## [Exercise requirements]
Whenever a line of the listing contains the string "linecap", return that line.

··· Records shown

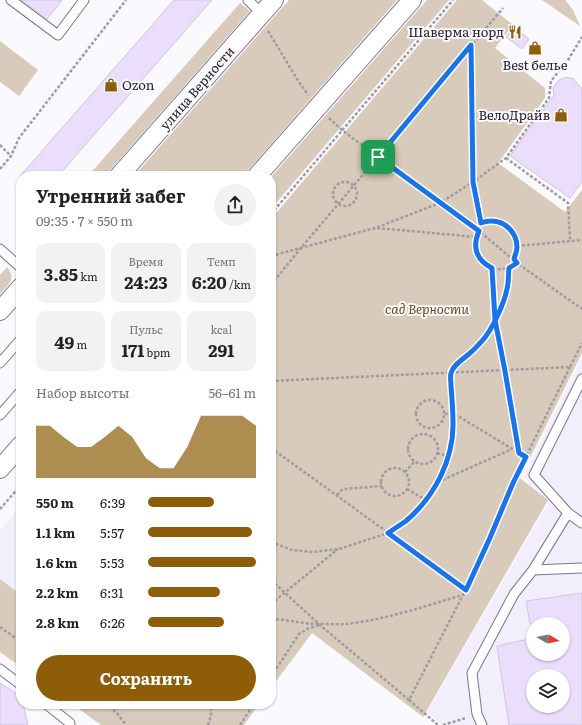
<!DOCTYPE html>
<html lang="ru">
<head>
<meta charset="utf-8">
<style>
	:root { --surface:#fff; --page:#f2f2f2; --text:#222; --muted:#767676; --accent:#8d5e07 }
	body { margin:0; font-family:Literata,serif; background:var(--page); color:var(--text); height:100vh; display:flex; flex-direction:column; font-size:15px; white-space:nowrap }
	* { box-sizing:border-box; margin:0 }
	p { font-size:13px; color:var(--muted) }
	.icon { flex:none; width:22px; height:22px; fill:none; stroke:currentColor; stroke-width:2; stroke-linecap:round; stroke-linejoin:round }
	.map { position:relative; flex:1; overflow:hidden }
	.sheet { position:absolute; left:16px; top:171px; width:260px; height:538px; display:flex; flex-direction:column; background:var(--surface); border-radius:16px; box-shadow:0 1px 3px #0004 }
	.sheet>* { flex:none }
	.needle { width:26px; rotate:99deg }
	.tools { position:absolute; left:526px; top:617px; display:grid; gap:8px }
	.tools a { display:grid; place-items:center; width:44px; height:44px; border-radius:50%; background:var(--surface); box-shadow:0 1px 3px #0004; font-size:20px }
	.pin { position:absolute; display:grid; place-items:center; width:34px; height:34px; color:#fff; margin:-17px; border-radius:8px; box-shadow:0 2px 6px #0006 }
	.round { display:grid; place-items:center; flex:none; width:42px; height:42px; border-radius:21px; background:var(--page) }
	.head { display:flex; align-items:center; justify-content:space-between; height:68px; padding:0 20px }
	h1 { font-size:18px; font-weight:700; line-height:30px }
	.figures { display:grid; grid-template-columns:repeat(3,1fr); gap:6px; height:68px; padding:4px 20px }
	.figures div { display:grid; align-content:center; border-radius:10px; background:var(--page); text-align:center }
	.figures b { font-size:17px; font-weight:700 }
	.figures small { font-size:11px; font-weight:400 }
	.figures p { font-size:11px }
	.chart { height:112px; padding:8px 20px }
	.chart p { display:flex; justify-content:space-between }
	.chart svg { width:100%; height:72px; margin-top:4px; fill:var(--accent); opacity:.7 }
	.cta { display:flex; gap:8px; margin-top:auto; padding:8px 20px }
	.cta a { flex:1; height:46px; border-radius:24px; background:var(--accent); color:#fff; font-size:16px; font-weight:700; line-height:46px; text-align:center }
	ul { padding:0 20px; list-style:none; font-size:13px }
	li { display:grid; grid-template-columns:64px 48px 1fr; align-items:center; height:30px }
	li i { height:10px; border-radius:5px; background:var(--accent) }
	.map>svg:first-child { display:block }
	.built { fill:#f3eefb; fill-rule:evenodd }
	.green { fill:#d8cbbb }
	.building { fill:#eadefc; stroke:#cfc6de; fill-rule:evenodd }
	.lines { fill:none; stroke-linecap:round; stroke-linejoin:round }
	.service-casing { stroke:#7d758a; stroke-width:11 }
	.minor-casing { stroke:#7d758a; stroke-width:20 }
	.path { stroke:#9e9ca2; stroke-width:2.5; stroke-dasharray:3 2; stroke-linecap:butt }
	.service { stroke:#fff; stroke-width:9 }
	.minor { stroke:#fff; stroke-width:18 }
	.route-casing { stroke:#fff; stroke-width:8 }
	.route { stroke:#1a73e8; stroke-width:5 }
	.labels { text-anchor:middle; stroke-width:4; stroke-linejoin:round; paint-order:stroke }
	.poi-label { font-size:13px; fill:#27232c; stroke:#faf9fe; text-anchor:end }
	.street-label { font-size:13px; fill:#27232c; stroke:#faf9fe }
	.park-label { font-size:13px; font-style:italic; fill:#6a4c20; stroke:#faf9fe }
</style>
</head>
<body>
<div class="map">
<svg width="582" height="725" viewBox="0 0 582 725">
	<rect width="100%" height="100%" fill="#faf9fe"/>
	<!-- built -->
	<path class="built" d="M 582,359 L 582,725 L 443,725 L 427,713 L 550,500 L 523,477 ZM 533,624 L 563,624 L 563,654 L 533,654 ZM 533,676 L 563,676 L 563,706 L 533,706 Z
		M 21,506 L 21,595 L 0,579 L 0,530 Z"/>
	<!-- green -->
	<path class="green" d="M 289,0 L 397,0 L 243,176 L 134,176 Z
		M 427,0 L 449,0 L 271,209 L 271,177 Z
		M 457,0 L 482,0 L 513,25 L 495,48 L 545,88 L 545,98 L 498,163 L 565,212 L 582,190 L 582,353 L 520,478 L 548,500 L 423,717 L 312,633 L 271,688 L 271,219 Z
		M 542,0 L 565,0 L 573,10 L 580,26 Z
		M 240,3 L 250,11 L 105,176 L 88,176 Z
		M 0,41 L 38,70 L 19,96 L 0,82 Z
		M 7,267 C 17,279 8,285 0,294 L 0,275 Z
		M 0,579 L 21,595 L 21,667 L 0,652 Z
		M 72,704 L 259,704 L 244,725 L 101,725 Z"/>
	<!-- building -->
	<path class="building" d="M 21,0 L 62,0 L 47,19 Z
		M 174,0 L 212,0 L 58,176 L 20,176 Z
		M 514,27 L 529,39 L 522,49 L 506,37 Z
		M 566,77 L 574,79 L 582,89 L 582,182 L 570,198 L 510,156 L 554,95 L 553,89 L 555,85 L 559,80 Z
		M 582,593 L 582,725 L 509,725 L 497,646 L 533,638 L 533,654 L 563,654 L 563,624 L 530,624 L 526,601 ZM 533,676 L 563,676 L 563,706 L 533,706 Z
		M 0,683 L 21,697 L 21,704 L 23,704 L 28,725 L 0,725 Z"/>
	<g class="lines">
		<!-- service casing -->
		<g class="service-casing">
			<path id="service" d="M 11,0 L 58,35 L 84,0
				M 248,0 L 262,14
				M 0,249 L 21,268
				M 0,363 L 21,339
				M 582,379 L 534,475 L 568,513 L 582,523
				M 0,415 L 21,391
				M 533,570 L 582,568
				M 0,669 L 21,685
				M 46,704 L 70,723
				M 482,725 L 477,714 L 472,673 L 514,594 L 533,570 L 568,513"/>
		</g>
		<!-- minor casing -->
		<g class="minor-casing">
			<path id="minor" d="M 119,176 L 274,0
				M 257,176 L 412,0
				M 0,311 L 21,287
				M 0,469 L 21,445"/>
		</g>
		<!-- path -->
		<path class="path" d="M 268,31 L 297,79 L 308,95
			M 471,46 L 473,182 L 481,223
			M 329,118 L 342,130 L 378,157 L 479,231 L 517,263 L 582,309
			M 0,145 L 11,156
			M 506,158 L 568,203 L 570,240
			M 0,169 L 11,156 L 19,138 L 126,0
			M333 194a12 12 0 1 1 24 0a12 12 0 1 1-24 0Z
			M 271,214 L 453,0
			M 474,227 C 500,212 526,231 513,259
			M 377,228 L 476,237
			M 479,231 C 477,237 475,242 476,249 C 478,261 491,271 503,269 C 509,269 513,265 517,263
			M 517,246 L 582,240
			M 271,256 L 375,228 L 440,203 L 473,182 L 506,158 L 549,98 L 551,81 L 568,60 L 582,37
			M 492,268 L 495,320 L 505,371 L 519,453 L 526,457
			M 271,285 L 300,249 L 378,157 L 503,8
			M 271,381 L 570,367 L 582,343
			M416 414a14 14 0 1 1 28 0a14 14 0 1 1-28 0Z
			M 445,414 L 453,413 L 519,453
			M408 449a15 15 0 1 1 30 0a15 15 0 1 1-30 0Z
			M 271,448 L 466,589
			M 437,453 L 448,456
			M381 482a14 14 0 1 1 28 0a14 14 0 1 1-28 0Z
			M 405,472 L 415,461
			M 438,482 L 512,449
			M 407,489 L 426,500
			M 337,495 L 340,491 L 344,489 L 382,486
			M 0,509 L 21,485
			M 271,542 L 292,550 L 312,552 L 339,549 L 388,533 L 405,522 L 416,511 L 426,500 L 438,482 L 444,469 L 449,456 L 454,429 L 450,373 L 457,363 L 470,353 L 483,340 L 495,320 L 502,306 L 508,288 L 509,268
			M 271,580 L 320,625 L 409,700 L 466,589 L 489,540 L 513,483 L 570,367
			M 271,604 L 338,549
			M 271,619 C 288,619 305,625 323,624 C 333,624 343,625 353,623 C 391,618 426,606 462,595
			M 0,627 L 21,642
			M 271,677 L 299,634 L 307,629 L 319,625
			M 409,700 L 438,725
			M 105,704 L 116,712 L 126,725
			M 208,725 L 211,716 L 211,704
			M 240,725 L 254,704
			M 443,725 L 466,718"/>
		<!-- service -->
		<use href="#service" class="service"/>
		<!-- minor -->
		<use href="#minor" class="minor"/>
	</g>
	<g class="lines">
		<!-- route casing -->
		<g class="route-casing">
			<path id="route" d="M 378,157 L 479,231 C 472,247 476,260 492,268 L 495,320 L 505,371 L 519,453 L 526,457 L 513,483 L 489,540 L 466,590 L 388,533 C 394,529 400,525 406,521 C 434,497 454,460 453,422 C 453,410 452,398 451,386 C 451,382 450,377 451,373 C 453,365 463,359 469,354 C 474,350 478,345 482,341 C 492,330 504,304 507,289 C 509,282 508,275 509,268 L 517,263 L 514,259 C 515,255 517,252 517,247 C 517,233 505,220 490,221 C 487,221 484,222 481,223 L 473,182 L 471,45 L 378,157"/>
		</g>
		<!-- route -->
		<use href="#route" class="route"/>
	</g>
	<!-- icons -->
	<defs>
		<g id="restaurant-bare" transform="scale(1.08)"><path d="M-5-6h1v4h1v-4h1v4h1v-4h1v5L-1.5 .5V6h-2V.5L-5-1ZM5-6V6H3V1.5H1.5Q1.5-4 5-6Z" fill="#8d5e07" stroke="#faf9fe" stroke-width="2.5" paint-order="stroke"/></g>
		<g id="shop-bare" transform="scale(1.08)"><path d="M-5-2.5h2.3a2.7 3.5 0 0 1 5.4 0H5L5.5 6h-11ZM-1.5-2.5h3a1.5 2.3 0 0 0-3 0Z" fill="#8d5e07" stroke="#faf9fe" stroke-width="2.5" paint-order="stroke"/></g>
	</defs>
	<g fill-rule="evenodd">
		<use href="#restaurant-bare" x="515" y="32"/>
		<use href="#shop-bare" x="535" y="48"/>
		<use href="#shop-bare" x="111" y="85"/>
		<use href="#shop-bare" x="561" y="115"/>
	</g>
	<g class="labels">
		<!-- poi labels -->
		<g class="poi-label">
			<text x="504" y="37">Шаверма норд</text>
			<text x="535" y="70" text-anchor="middle">Best белье</text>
			<text x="122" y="90" text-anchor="start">Ozon</text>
			<text x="550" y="120">ВелоДрайв</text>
		</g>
		<!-- street labels -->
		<g class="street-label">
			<text transform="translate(197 88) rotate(-49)" y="5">улица Верности</text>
		</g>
		<!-- park labels -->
		<g class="park-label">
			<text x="427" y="314">сад Верности</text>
		</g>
	</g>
</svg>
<div class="tools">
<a><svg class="needle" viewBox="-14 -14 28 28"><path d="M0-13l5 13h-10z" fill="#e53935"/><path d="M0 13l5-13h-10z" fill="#767676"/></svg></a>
<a><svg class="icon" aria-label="layers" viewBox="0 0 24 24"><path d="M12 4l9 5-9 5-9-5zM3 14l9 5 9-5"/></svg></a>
</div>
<div class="pin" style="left:378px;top:157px;background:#1e9e55"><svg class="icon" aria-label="arrive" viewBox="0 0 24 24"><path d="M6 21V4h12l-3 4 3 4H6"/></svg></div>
<section class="sheet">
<div class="head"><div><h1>Утренний забег</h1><p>09:35 · 7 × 550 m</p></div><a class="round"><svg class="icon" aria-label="share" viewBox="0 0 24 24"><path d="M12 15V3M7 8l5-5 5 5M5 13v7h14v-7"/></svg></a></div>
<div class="figures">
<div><b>3.85<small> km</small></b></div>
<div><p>Время</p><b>24:23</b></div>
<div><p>Темп</p><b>6:20<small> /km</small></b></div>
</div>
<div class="figures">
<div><b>49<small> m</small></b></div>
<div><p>Пульс</p><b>171<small> bpm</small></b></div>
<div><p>kcal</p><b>291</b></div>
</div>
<div class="chart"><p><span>Набор высоты</span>56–61 m</p>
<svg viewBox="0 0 160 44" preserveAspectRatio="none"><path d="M0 44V12L10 12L20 19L30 25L40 25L50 19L60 12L70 19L80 32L90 38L100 38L110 25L120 6L130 6L140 6L150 6L160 12V44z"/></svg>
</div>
<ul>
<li><b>550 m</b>6:39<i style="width:61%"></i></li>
<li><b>1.1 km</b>5:57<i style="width:96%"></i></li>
<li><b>1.6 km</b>5:53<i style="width:100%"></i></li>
<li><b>2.2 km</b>6:31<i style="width:67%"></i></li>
<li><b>2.8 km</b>6:26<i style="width:70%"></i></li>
</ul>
<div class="cta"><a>Сохранить</a></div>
</section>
</div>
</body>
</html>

······

## [Completed task]
	.icon { flex:none; width:22px; height:22px; fill:none; stroke:currentColor; stroke-width:2; stroke-linecap:round; stroke-linejoin:round }
	.lines { fill:none; stroke-linecap:round; stroke-linejoin:round }
	.path { stroke:#9e9ca2; stroke-width:2.5; stroke-dasharray:3 2; stroke-linecap:butt }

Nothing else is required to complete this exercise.